Economie circulaire : place au consommateur-entrepreneur
Six Européens sur 10 (59%) déclarent acheter autant, tout en réduisant leurs déchets, en veillant à revendre, donner ou garder plus longtemps au lieu de jeter.
Je m'abonneLe Baromètre européen de l'Observatoire Cetelem montre un regain d'optimisme chez les Européens. Sur une échelle de 1 à 10 pour décrire la situation générale actuelle de leur pays, la note moyenne s'établit à 5,4, le plus haut score depuis 15 ans, même si des disparités notables demeurent entre pays du Nord et du Sud. La France (5,5/10), l'Espagne (5/10) et le Royaume-Uni (5,9/10) enregistrent la plus forte progression (+1,1 point). Le rebond est encore plus significatif concernant l'appréciation de leur situation personnelle. La note au niveau européen s'établit à 6,2/10, un niveau jamais observé depuis la création du baromètre il y a plus de 20 ans. En France, elle est légèrement au-dessus à 6,3/10 (+0,4 point). La crise sanitaire avait engendré un net recul de l'envie de dépenser au détriment d'une volonté d'épargner. En 2022, les intentions de dépenses retrouvent leur niveau d'avant pandémie, avec 41% (+7 points) des sondés qui déclarent vouloir augmenter leurs dépenses dans les 12 prochains mois.

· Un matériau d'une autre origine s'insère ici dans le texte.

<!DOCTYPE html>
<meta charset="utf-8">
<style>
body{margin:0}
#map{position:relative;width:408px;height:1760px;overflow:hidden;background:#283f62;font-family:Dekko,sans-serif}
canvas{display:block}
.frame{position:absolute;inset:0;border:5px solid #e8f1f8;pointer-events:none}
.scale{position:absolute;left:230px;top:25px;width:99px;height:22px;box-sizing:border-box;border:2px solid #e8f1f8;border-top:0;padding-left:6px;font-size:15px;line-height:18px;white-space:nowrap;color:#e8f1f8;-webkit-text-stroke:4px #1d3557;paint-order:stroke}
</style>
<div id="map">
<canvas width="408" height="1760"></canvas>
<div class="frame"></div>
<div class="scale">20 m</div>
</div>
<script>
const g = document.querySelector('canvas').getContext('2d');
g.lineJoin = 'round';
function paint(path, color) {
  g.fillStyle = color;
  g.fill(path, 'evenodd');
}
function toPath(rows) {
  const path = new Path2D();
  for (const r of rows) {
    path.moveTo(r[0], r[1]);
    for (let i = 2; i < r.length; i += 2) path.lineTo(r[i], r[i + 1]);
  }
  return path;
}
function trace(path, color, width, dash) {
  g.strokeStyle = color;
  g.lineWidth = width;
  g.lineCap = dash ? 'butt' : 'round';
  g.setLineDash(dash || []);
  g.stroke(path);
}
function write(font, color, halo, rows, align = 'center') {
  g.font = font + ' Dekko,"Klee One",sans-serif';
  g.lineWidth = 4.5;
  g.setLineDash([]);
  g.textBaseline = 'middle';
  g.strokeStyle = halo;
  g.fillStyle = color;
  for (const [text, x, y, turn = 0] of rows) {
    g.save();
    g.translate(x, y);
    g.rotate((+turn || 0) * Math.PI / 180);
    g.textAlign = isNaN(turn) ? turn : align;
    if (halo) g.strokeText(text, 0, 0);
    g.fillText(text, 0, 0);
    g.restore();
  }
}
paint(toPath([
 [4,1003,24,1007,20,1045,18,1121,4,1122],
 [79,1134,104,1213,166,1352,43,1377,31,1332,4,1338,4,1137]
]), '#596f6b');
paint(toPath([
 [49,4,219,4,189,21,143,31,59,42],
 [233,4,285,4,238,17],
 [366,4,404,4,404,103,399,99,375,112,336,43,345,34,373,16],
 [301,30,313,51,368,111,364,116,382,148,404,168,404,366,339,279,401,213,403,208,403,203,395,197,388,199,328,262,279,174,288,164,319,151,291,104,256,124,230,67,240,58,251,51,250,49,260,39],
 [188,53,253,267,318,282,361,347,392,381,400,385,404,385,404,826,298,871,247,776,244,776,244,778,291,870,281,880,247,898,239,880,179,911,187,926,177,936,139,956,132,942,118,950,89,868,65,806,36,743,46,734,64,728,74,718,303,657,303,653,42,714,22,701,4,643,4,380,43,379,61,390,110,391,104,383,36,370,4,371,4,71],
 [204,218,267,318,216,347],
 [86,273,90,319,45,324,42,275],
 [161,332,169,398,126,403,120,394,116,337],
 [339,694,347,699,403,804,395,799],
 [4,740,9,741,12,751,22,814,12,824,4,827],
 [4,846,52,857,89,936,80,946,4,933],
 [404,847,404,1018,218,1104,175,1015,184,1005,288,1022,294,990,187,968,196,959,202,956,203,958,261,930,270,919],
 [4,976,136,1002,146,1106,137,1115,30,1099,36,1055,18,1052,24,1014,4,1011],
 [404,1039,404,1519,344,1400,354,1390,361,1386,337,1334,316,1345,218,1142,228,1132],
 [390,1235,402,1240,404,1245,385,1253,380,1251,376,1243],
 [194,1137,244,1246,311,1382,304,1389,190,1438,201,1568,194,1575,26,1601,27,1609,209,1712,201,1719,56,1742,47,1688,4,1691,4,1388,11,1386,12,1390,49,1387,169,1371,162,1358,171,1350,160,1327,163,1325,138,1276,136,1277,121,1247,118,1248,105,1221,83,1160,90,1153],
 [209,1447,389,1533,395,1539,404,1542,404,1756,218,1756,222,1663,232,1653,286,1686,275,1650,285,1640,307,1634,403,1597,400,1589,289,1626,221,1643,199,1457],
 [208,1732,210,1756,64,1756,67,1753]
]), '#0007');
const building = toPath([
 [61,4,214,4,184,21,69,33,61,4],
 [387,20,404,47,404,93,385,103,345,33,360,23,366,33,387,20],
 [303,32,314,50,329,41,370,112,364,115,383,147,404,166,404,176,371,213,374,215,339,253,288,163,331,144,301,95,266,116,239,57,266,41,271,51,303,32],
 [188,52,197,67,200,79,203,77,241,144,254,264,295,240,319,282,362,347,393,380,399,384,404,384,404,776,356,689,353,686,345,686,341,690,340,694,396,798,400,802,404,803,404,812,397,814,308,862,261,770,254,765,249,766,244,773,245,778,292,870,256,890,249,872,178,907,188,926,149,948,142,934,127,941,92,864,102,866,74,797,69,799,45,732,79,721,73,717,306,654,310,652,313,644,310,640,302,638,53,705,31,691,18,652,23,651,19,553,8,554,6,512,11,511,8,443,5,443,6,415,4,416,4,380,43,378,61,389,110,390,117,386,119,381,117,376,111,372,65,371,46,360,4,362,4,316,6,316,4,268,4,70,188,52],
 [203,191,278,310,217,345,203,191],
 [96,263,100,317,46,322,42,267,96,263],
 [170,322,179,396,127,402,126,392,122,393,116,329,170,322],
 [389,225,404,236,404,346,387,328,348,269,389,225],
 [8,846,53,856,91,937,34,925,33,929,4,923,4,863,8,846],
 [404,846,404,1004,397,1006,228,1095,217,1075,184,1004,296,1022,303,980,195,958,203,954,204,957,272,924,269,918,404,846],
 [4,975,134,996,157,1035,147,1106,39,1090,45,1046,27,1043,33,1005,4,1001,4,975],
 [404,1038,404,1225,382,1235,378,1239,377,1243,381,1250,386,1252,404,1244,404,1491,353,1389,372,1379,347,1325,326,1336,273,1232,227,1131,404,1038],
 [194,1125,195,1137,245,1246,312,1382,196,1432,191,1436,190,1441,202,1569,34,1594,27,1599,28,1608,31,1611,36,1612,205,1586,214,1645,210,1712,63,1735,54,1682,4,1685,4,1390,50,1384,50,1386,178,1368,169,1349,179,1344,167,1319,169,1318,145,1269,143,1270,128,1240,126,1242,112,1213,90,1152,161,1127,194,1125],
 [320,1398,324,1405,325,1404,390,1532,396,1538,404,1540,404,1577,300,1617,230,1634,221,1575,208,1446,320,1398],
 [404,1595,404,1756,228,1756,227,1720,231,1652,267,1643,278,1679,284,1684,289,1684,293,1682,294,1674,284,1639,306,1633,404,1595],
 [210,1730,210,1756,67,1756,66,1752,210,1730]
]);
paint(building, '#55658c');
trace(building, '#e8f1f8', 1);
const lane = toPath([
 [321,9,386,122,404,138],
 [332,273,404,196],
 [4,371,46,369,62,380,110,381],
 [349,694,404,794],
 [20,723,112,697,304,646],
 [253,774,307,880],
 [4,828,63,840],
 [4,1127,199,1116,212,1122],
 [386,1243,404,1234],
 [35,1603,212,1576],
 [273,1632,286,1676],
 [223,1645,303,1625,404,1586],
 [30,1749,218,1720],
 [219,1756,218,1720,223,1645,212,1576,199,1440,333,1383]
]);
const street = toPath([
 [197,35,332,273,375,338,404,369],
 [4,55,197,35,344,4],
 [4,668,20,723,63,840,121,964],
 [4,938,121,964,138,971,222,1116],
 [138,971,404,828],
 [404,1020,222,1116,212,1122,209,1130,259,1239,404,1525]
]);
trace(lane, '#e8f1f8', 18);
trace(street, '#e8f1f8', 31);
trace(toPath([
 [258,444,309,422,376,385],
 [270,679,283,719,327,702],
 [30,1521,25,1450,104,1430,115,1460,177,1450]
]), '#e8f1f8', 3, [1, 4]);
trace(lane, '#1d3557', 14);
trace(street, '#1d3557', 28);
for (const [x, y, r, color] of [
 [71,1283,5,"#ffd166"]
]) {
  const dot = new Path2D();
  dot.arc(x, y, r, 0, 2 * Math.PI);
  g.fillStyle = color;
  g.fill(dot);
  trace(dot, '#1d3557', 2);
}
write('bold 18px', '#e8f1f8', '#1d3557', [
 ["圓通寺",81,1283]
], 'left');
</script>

Les Européens envisagent de dépenser plus en voyages et en loisirs (57%), c'est la plus forte hausse des intentions d'achat (+10 points). Les autres plus fortes progressions confirment la volonté des Européens enregistrée l'an dernier de privilégier leur intérieur, leur confort, l'aménagement de leur lieu de vie, signes de l'impact de la pandémie sur un recentrage personnel et familial. Les travaux d'aménagement et de rénovation (+3 points), l'achat de meubles (+ 3 points) et l'acquisition de produits électroménagers (+2 points).

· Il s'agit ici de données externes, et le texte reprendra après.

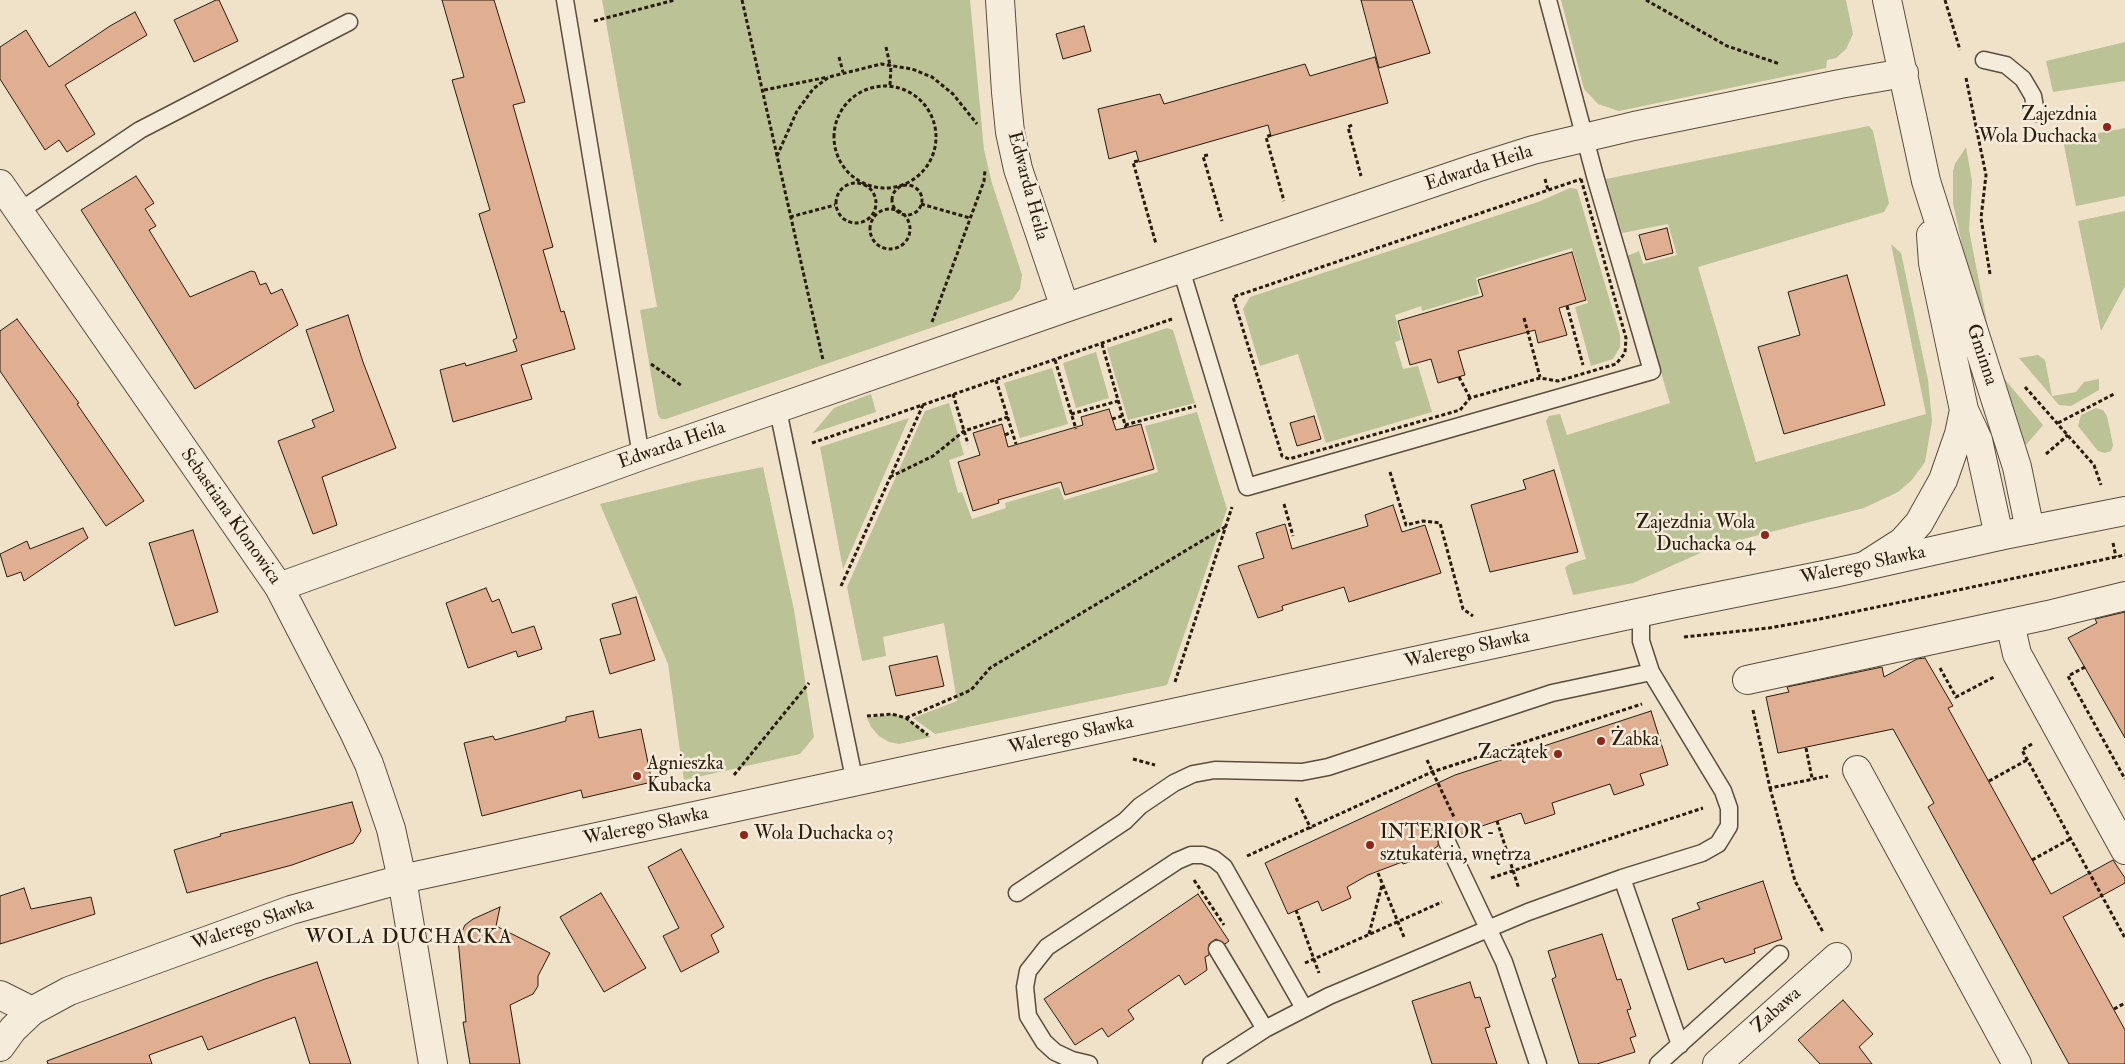 <!DOCTYPE html>
<html>
<head>
<meta charset="utf-8">
<style>
  body { margin:0 }
  canvas { display:block; background:#f0e1c9 }
</style>
</head>
<body>
<canvas width="2125" height="1064"></canvas>
<script>
const ctx = document.querySelector('canvas').getContext('2d');
ctx.lineJoin = 'round';
function paint(path, color) { ctx.fillStyle = color; ctx.fill(path, 'evenodd'); }
const toPath = rows => new Path2D(rows.map(r => 'M' + r).join(''));
function stroke(path, color, width, dash) { ctx.strokeStyle = color; ctx.lineWidth = width; ctx.lineCap = dash ? 'butt' : 'round'; ctx.setLineDash(dash || []); ctx.stroke(path); }
function label(font, color, halo, rows, align = 'center') {
  ctx.font = font + ' "IM FELL Double Pica",serif'; ctx.lineWidth = 5; ctx.setLineDash([]); ctx.textBaseline = 'middle'; ctx.strokeStyle = halo; ctx.fillStyle = color; for (const [text, x, y, turn = 0] of rows) {
    ctx.save(); ctx.translate(x, y); ctx.rotate((+turn || 0) * Math.PI / 180); ctx.textAlign = isNaN(turn) ? turn : align; if (halo) ctx.strokeText(text, 0, 0); ctx.fillText(text, 0, 0); ctx.restore();
  }
}
paint(toPath([
  [602,0,970,0,984,150,992,183,1022,275,1020,289,1012,300,666,419,661,419,658,415,640,310,657,307],
  [1561,0,1846,0,1853,34,1846,49,1836,58,1827,60,1826,68,1619,111,1598,104,1584,89],
  [2125,42,2125,81,2053,92,2046,61],
  [1869,126,1873,131,1889,203,1884,212,1698,267,1756,462,1926,414,1891,244,1901,253,1928,380,1932,421,1925,462,1911,481,1898,492,1864,508,1716,546,1633,583,1573,595,1565,568,1569,564,1586,559,1546,421,1549,416,1560,414,1567,435,1670,403,1627,256,1639,251,1643,264,1677,255,1668,224,1622,233,1606,179],
  [2125,128,2125,196,2076,206,2063,140],
  [1966,147,1972,181,1969,230,1995,363,1972,291,1953,203,1953,171,1955,164],
  [1570,188,1577,189,1620,335,1620,347,1613,359,1591,366,1575,307,1588,303,1572,248,1476,278,1479,294,1422,311,1421,306,1395,315,1401,340,1395,342,1403,369,1418,366,1432,412,1326,443,1298,354,1260,366,1243,309,1250,297,1538,202],
  [2125,211,2125,286,2101,331,2078,221],
  [1167,328,1173,330,1195,403,1128,420,1107,348],
  [1096,352,1109,398,1076,408,1063,363],
  [2038,355,2045,360,2052,396,2076,392,2084,382,2099,379,2099,390,2071,406,2059,405,2019,358],
  [1052,368,1068,424,1020,438,1004,383],
  [1997,370,2043,425,2026,445,2006,398],
  [871,394,876,412,813,433,834,408],
  [949,403,964,455,949,460,958,493,962,492,972,519,1006,508,1005,503,1059,487,1064,500,1158,472,1145,426,1197,412,1227,509,1167,685,935,734,913,718,957,701,944,623,883,637,886,656,862,661,847,587,925,411],
  [2096,408,2103,410,2107,416,2113,445,2111,451,2105,453,2098,451,2078,426,2081,415],
  [909,418,843,569,820,447],
  [763,467,794,610,814,737,800,754,684,780,668,664,600,504,698,480],
  [892,714,906,718,931,737,899,744,889,742,879,736,871,727,867,718]
]), '#bbc295');
const building = toPath([
  [216,0,219,0,238,41,194,62,174,20,216,0],
  [442,0,494,0,525,102,513,105,553,247,543,250,561,312,564,311,575,349,521,365,532,399,453,422,440,370,465,363,466,366,517,351,513,340,517,338,479,214,490,210,452,80,464,77,442,0],
  [1361,0,1412,0,1430,53,1379,68,1361,0],
  [135,12,147,35,65,85,95,134,67,152,59,140,45,150,0,79,0,47,26,30,49,67,110,26,135,12],
  [1084,26,1091,51,1063,59,1056,34,1084,26],
  [1375,57,1388,103,1271,136,1268,125,1139,162,1136,151,1109,159,1098,109,1160,94,1164,104,1305,64,1310,76,1375,57],
  [136,176,154,203,145,209,156,226,149,230,190,297,251,271,255,272,260,285,266,283,271,294,282,289,298,325,195,389,81,210,136,176],
  [1667,228,1673,253,1646,260,1639,235,1667,228],
  [1572,252,1586,300,1559,308,1567,335,1538,343,1535,330,1458,351,1465,375,1438,383,1431,359,1410,365,1398,321,1483,296,1478,280,1572,252],
  [1847,275,1885,405,1784,434,1758,347,1800,335,1788,292,1847,275],
  [348,315,363,362,396,448,322,477,337,525,313,534,278,441,315,427,312,420,334,411,306,330,348,315],
  [17,319,79,403,77,404,144,501,106,526,0,371,0,331,17,319],
  [1109,409,1116,430,1141,424,1154,469,1065,495,1061,482,998,500,999,503,973,511,958,462,980,455,973,433,1002,424,1008,447,1083,425,1081,417,1109,409],
  [1314,416,1321,439,1297,446,1290,423,1314,416],
  [1554,470,1578,552,1490,572,1471,505,1526,489,1523,480,1554,470],
  [1393,505,1402,532,1425,525,1441,573,1349,602,1344,587,1282,606,1283,610,1258,618,1238,566,1264,558,1256,533,1285,524,1292,549,1368,526,1365,515,1393,505],
  [83,528,88,538,24,581,21,572,7,577,0,554,27,541,30,549,83,528],
  [193,530,218,612,175,626,149,543,193,530],
  [486,588,492,602,499,599,512,633,534,626,542,649,518,657,516,651,468,668,446,603,486,588],
  [636,597,655,660,610,674,600,639,621,634,612,604,636,597],
  [2125,612,2125,738,2068,638,2097,623,2095,619,2125,612],
  [937,656,944,686,896,696,889,666,937,656],
  [1925,658,1953,706,1948,708,2051,894,2113,860,2125,878,2125,883,2063,917,2125,1030,2125,1064,2069,1064,1928,807,1934,803,1893,729,1778,753,1766,697,1789,692,1787,687,1882,667,1884,677,1917,659,1925,658],
  [593,711,599,738,641,729,652,782,583,798,581,790,482,816,464,743,493,736,495,740,566,721,566,717,593,711],
  [1651,711,1668,765,1640,774,1644,785,1614,795,1610,784,1552,803,1555,814,1525,824,1521,813,1470,830,1456,837,1448,832,1443,833,1439,837,1438,846,1432,850,1434,854,1403,864,1402,862,1368,875,1347,887,1351,898,1322,911,1318,901,1288,914,1265,863,1455,775,1651,711],
  [352,802,361,831,353,843,292,865,187,893,174,850,221,836,220,834,352,802],
  [681,849,724,927,711,935,719,952,681,972,663,936,679,928,648,867,681,849],
  [1763,881,1782,939,1754,949,1755,953,1725,963,1723,958,1688,970,1672,919,1700,909,1697,903,1763,881],
  [24,888,31,909,91,897,95,914,0,944,0,896,24,888],
  [601,893,646,968,604,992,560,917,601,893],
  [1198,894,1229,941,1225,944,1216,939,1209,944,1209,955,1205,957,1207,970,1185,985,1179,975,1128,1010,1134,1019,1108,1037,1102,1028,1075,1045,1044,999,1198,894],
  [500,907,496,926,550,953,538,976,538,986,533,994,510,1005,520,1064,470,1064,463,1022,466,1022,458,940,465,925,473,919,500,907],
  [1602,934,1617,980,1621,979,1631,1009,1627,1010,1636,1036,1630,1038,1635,1052,1597,1064,1579,1064,1552,979,1556,977,1548,951,1602,934],
  [317,962,351,1064,310,1064,295,1017,208,1050,202,1036,149,1055,152,1064,48,1064,47,1061,265,979,317,962],
  [1470,982,1475,998,1480,997,1490,1027,1485,1028,1497,1064,1432,1064,1412,1001,1470,982],
  [1843,1000,1873,1034,1859,1047,1872,1064,1820,1064,1798,1040,1843,1000]
]);
paint(building, '#e0ae90');
stroke(building, '#291c0c', 1);
const service = toPath([
  [565,0,641,456],
  [1984,60,2006,65,2023,79,2033,96,2036,113],
  [18,212,140,130,349,22],
  [1181,269,1247,487,1652,371,1595,176,1548,0],
  [778,410,855,783],
  [1447,842,1504,962,1538,1064],
  [1622,878,1680,1045],
  [1017,893,1125,821,1140,806,1174,783,1193,774,1215,770,1302,772,1328,767,1552,693,1651,672],
  [1217,949,1265,1029],
  [1089,1064,1072,1060,1055,1052,1044,1042,1028,1016,1025,987,1028,971,1047,947,1177,861,1191,855,1203,855,1214,859,1224,867,1304,1008],
  [1211,1064,1265,1029,1329,996,1528,912,1622,878,1702,853,1718,844,1729,826,1729,808,1723,791,1651,672,1641,641,1641,613],
  [1658,1064,1780,954]
]);
const minor = toPath([
  [1000,0,1006,92,1010,132,1018,169,1065,308],
  [1887,0,1926,181,2017,467,2030,530],
  [1931,235,1933,263,1964,410,1978,440,1999,536],
  [1866,565,1902,542,1919,523,1943,480,1959,434,1964,410],
  [279,587,641,456,1065,308,1476,168,1533,150,1634,126,1840,84,1904,73],
  [2010,623,2017,654,2125,850],
  [1747,680,2048,615,2125,596],
  [1857,770,2017,1064],
  [0,995,32,1011],
  [1717,1064,1837,957]
]);
const tertiary = toPath([
  [0,184,279,587,353,730,369,764,391,829,402,879,433,1064],
  [0,1047,13,1029,32,1011,69,991,291,910,402,879,1675,605,1834,573,1999,536,2125,511]
]);
stroke(service, '#5b4d3b', 19);
stroke(minor, '#5b4d3b', 30);
stroke(tertiary, '#5b4d3b', 30);
stroke(toPath([
  [742,0,823,360],
  [1646,0,1727,46,1780,64],
  [1945,0,1960,50],
  [594,21,675,0],
  [886,47,890,65],
  [839,57,843,72],
  [1966,78,1986,175,1981,218,1990,274],
  [890,85,891,65],
  '834 137a51 51 0 1 1 102 0a51 51 0 1 1-102 0Z',
  [764,90,828,77],
  [1352,125,1348,127,1361,176],
  [1271,135,1266,137,1284,201],
  [1208,155,1203,156,1222,221],
  [777,156,797,111,813,89,829,77,881,64,912,69,932,77,953,94,977,124],
  [1138,161,1133,162,1156,244],
  [1545,179,1548,190],
  [1581,179,1626,338,1625,353,1616,364,1558,381,1540,378,1470,398,1460,410,1289,459,1282,456,1233,297,1581,179],
  '836 203a20 20 0 1 1 40 0a20 20 0 1 1-40 0Z',
  '892 200a15 15 0 1 1 30 0a15 15 0 1 1-30 0Z',
  [921,204,970,218],
  '870 229a20 20 0 1 1 40 0a20 20 0 1 1-40 0Z',
  [790,217,835,205],
  [1567,306,1583,365],
  [1524,318,1540,377],
  [932,322,984,181,985,170],
  [1102,344,1126,428],
  [1055,360,1076,429],
  [651,364,682,386],
  [1459,377,1470,398],
  [996,380,1016,444],
  [2025,387,2094,465,2101,485],
  [953,394,968,444],
  [1071,414,1118,401],
  [1112,419,1122,416],
  [2058,423,2114,394],
  [1125,425,1196,406],
  [1005,435,1012,432],
  [812,443,1172,319],
  [2046,454,2068,435],
  [1390,472,1406,525,1423,521,1440,523,1463,609,1473,616],
  [890,477,933,456,964,431,1008,417],
  [1284,504,1293,536],
  [2113,543,2116,557],
  [841,586,923,405],
  [1684,637,1769,628,1820,619,2125,555],
  [2085,667,2068,676,2125,779],
  [1940,668,1956,697,1994,677],
  [1175,682,1232,507],
  [1753,710,1770,788,1828,776],
  [867,716,892,714,906,718,928,735],
  [906,718,971,690,990,668,1225,527],
  [2032,744,2022,750,2125,938],
  [1806,748,1812,778],
  [1133,759,1155,765],
  [1427,760,1454,817],
  [734,775,809,683],
  [1989,781,2027,760],
  [1770,788,1795,881,1823,932],
  [1296,798,1311,829],
  [1497,821,1519,889],
  [1247,856,1432,772,1642,704],
  [2032,860,2070,839],
  [1378,873,1404,937],
  [1491,878,1703,808],
  [1194,880,1224,925],
  [1296,910,1319,973],
  [1369,934,1382,885],
  [1305,963,1442,902],
  [2114,1009,2125,1003]
]), '#291c0c', 3, [4, 2.5]);
stroke(service, '#f5ecdc', 16);
stroke(minor, '#f5ecdc', 28);
stroke(tertiary, '#f5ecdc', 28);
for (const [x, y, r, color] of [
  [2107,127,5,"#8f2418"],
  [1765,535,5,"#8f2418"],
  [1601,741,5,"#8f2418"],
  [1558,754,5,"#8f2418"],
  [637,776,5,"#8f2418"],
  [744,835,5,"#8f2418"],
  [1370,845,5,"#8f2418"]
]) { const dot = new Path2D(); dot.arc(x, y, r, 0, 2 * Math.PI); ctx.fillStyle = color; ctx.fill(dot); stroke(dot, '#f5ecdc', 2); }
label('19px', '#291c0c', '#f5ecdc', [
  ["Zajezdnia",2097,116,"right"],
  ["Wola Duchacka",2097,138,"right"],
  ["Zajezdnia Wola",1755,524,"right"],
  ["Duchacka 04",1755,546,"right"],
  ["Żabka",1611,741],
  ["Zaczątek",1548,754,"right"],
  ["Agnieszka",647,765],
  ["Kubacka",647,787],
  ["INTERIOR -",1380,834],
  ["sztukateria, wnętrza",1380,856],
  ["Wola Duchacka 03",754,835]
], 'left');
label('19px', '#291c0c', '#f5ecdc', [
  ["Edwarda Heila",1479,169,-18],
  ["Edwarda Heila",1027,186,75],
  ["Gminna",1981,355,72],
  ["Edwarda Heila",672,446,-19],
  ["Sebastiana Klonowica",230,517,55],
  ["Walerego Sławka",1863,566,-12],
  ["Walerego Sławka",1467,650,-12],
  ["Walerego Sławka",1071,736,-12],
  ["Walerego Sławka",646,827,-12],
  ["Walerego Sławka",253,925,-19],
  ["Zabawa",1777,1011,-42]
]);
ctx.letterSpacing = '1px';
label('21px', '#291c0c', '#f5ecdc', [
  ["WOLA DUCHACKA",409,938]
]);
ctx.letterSpacing = '0px';
</script>
</body>
</html>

À l'inverse des envies de dépenses, les intentions d'épargner se stabilisent d'une année sur l'autre, tout en restant souvent significativement supérieures à celles d'avant la crise sanitaire (+15 points en France entre le Baromètre 2019 et 2022). 54 % des Européens (44% des Français) entendent ainsi augmenter leur épargne. L'inquiétude et le besoin d'anticiper d'éventuels lendemains qui déchantent sont donc toujours dans l'air du temps.
Au niveau du pouvoir d'achat, si 34% des Européens considèrent qu'il a diminué en 2021, ils sont 45% à considérer qu'il est resté stable d'une année sur l'autre. Dans tous les pays, il y a une progression du sentiment que leur pouvoir d'achat a augmenté, c'est particulièrement notable en Suède et en Espagne (+7 points), en Belgique et Italie (+6 points).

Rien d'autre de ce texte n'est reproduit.